- _DESCRIPTION OF THE TASK_
Only the pictures should be left out; write out all other data exactly.

____ RECORDS SUPPLIED

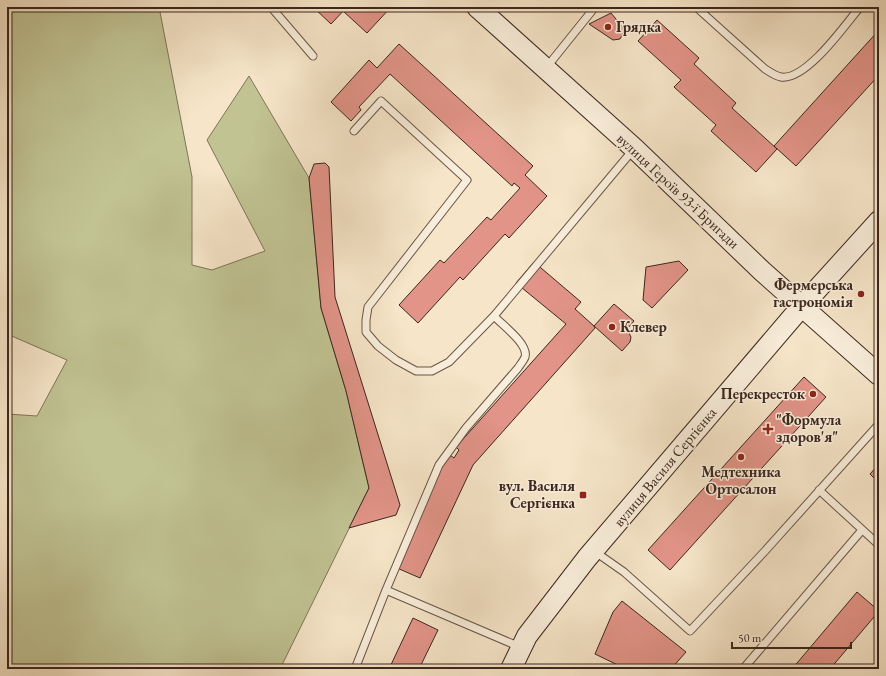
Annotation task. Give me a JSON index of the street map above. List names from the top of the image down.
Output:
{
  "streets": {
    "main road": ["вулиця Героїв 93-ї Бригади", "вулиця Василя Сергієнка"]
  },
  "crossings": [
    ["вулиця Героїв 93-ї Бригади", "вулиця Василя Сергієнка"]
  ],
  "places": {
    "other": [
      "Грядка",
      "Фермерська гастрономія",
      "Клевер",
      "Перекресток",
      "Медтехника Ортосалон"
    ],
    "health": ["\"Формула здоров'я\""],
    "transit": ["вул. Василя Сергієнка"]
  },
  "scale_bar": "50 m"
}
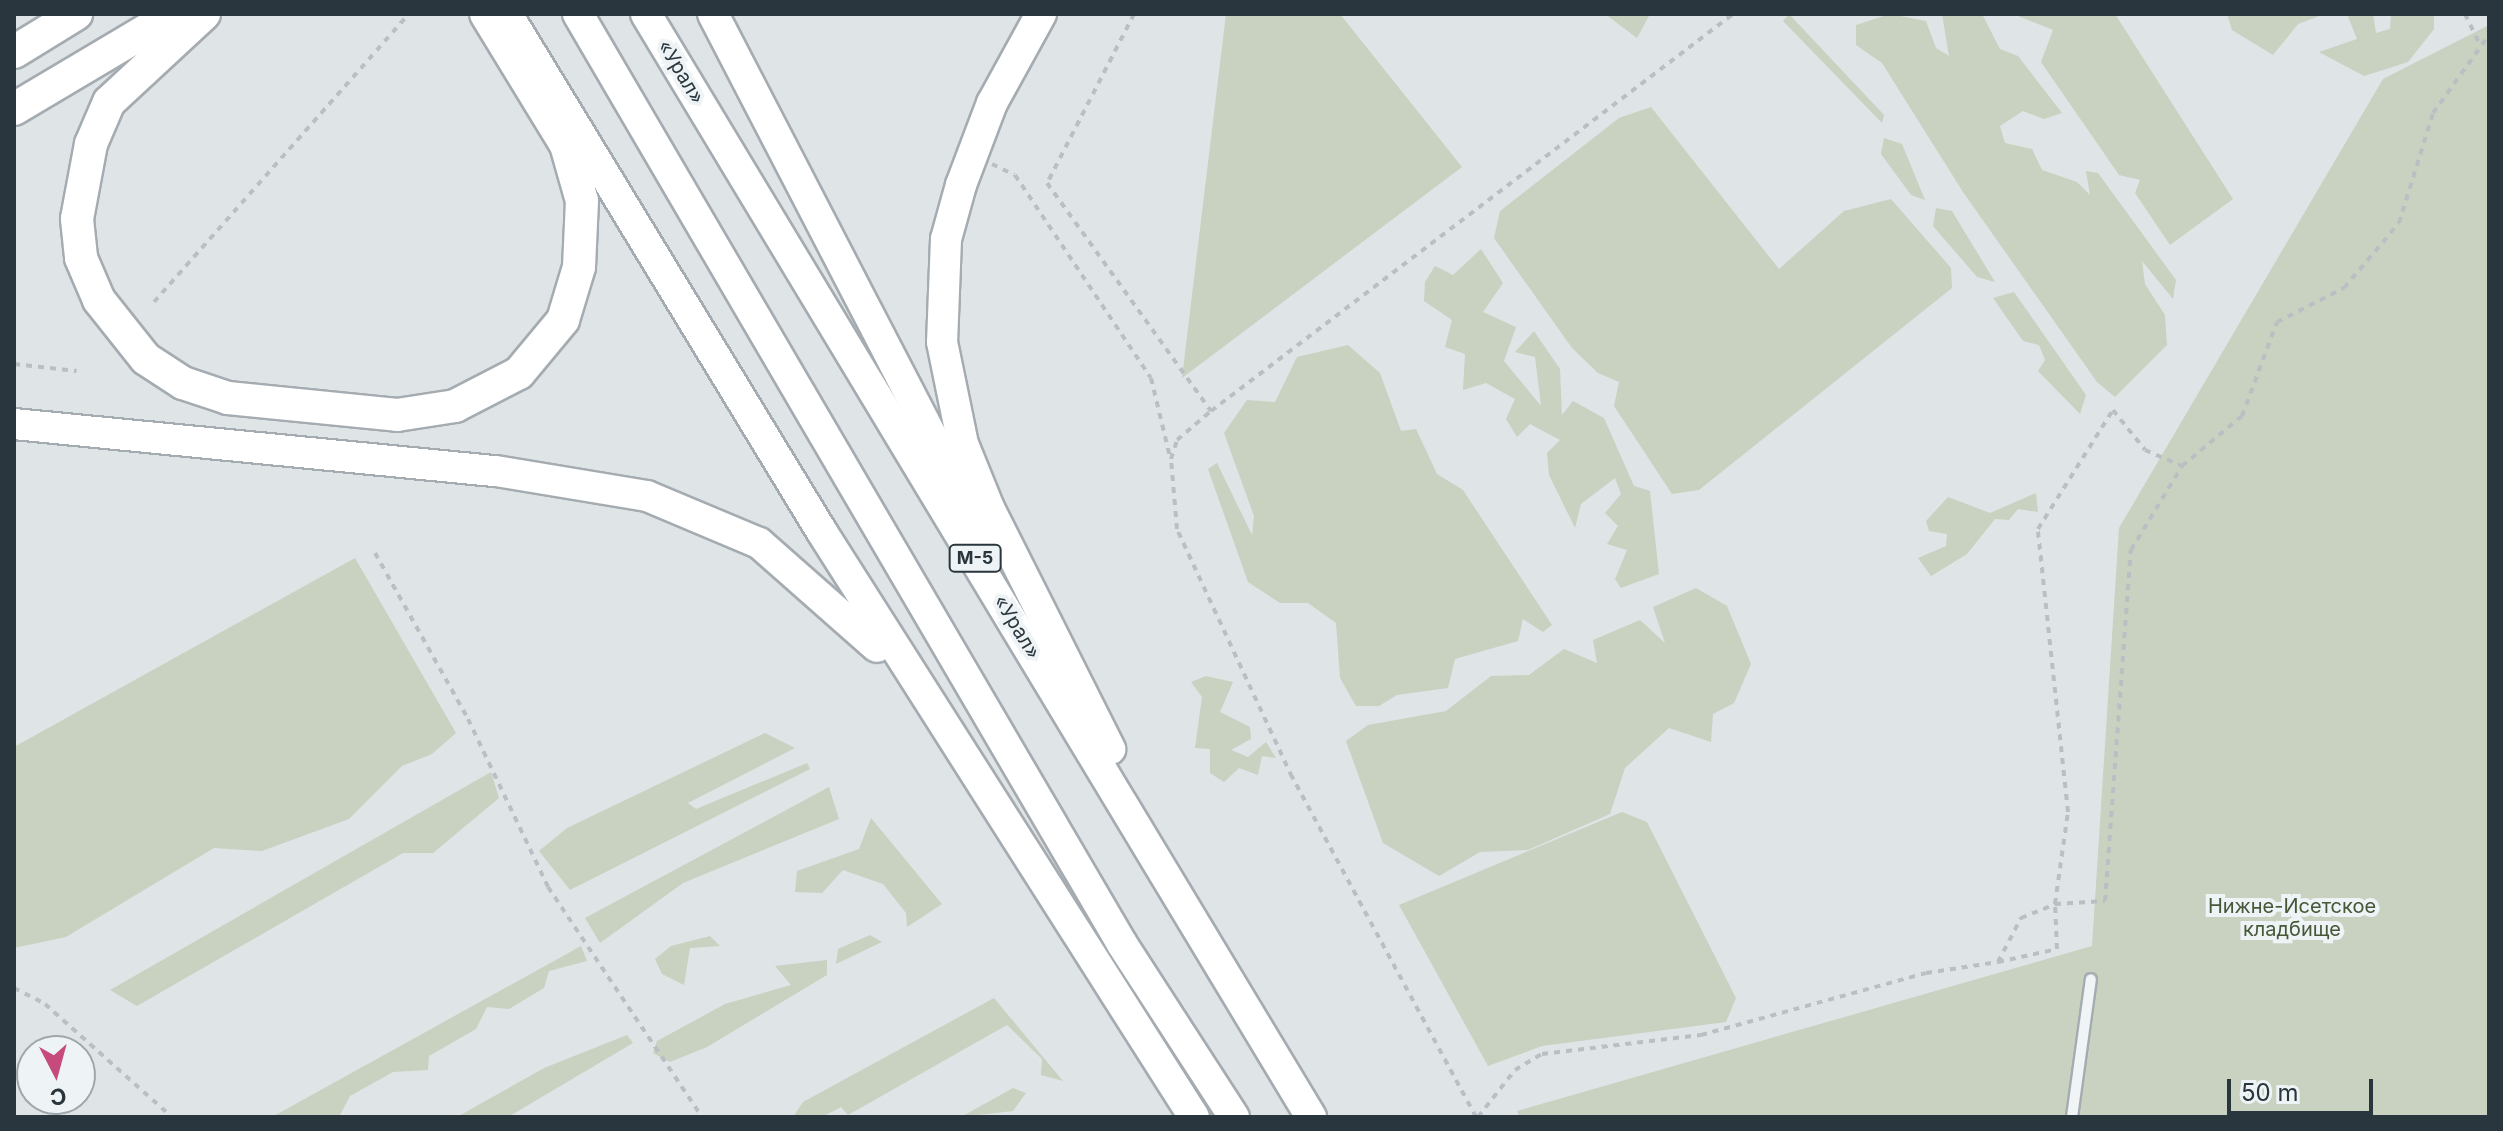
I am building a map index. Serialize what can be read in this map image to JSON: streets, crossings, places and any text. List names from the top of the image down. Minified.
{"streets":{"main road":["«Урал»","М-5"]},"parks":["Нижне-Исетское кладбище"],"scale_bar":"50 m","north":"bottom"}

________

- _SOLUTION TO THE EXERCISE_
Annotation task. Give me a JSON index of the street map above. List names from the top of the image down.
Output:
{
  "streets": {
    "main road": ["вулиця Героїв 93-ї Бригади", "вулиця Василя Сергієнка"]
  },
  "crossings": [
    ["вулиця Героїв 93-ї Бригади", "вулиця Василя Сергієнка"]
  ],
  "places": {
    "other": [
      "Грядка",
      "Фермерська гастрономія",
      "Клевер",
      "Перекресток",
      "Медтехника Ортосалон"
    ],
    "health": ["\"Формула здоров'я\""],
    "transit": ["вул. Василя Сергієнка"]
  },
  "scale_bar": "50 m"
}
I am building a map index. Serialize what can be read in this map image to JSON: streets, crossings, places and any text. List names from the top of the image down. Minified.
{"streets":{"main road":["«Урал»","М-5"]},"parks":["Нижне-Исетское кладбище"],"scale_bar":"50 m","north":"bottom"}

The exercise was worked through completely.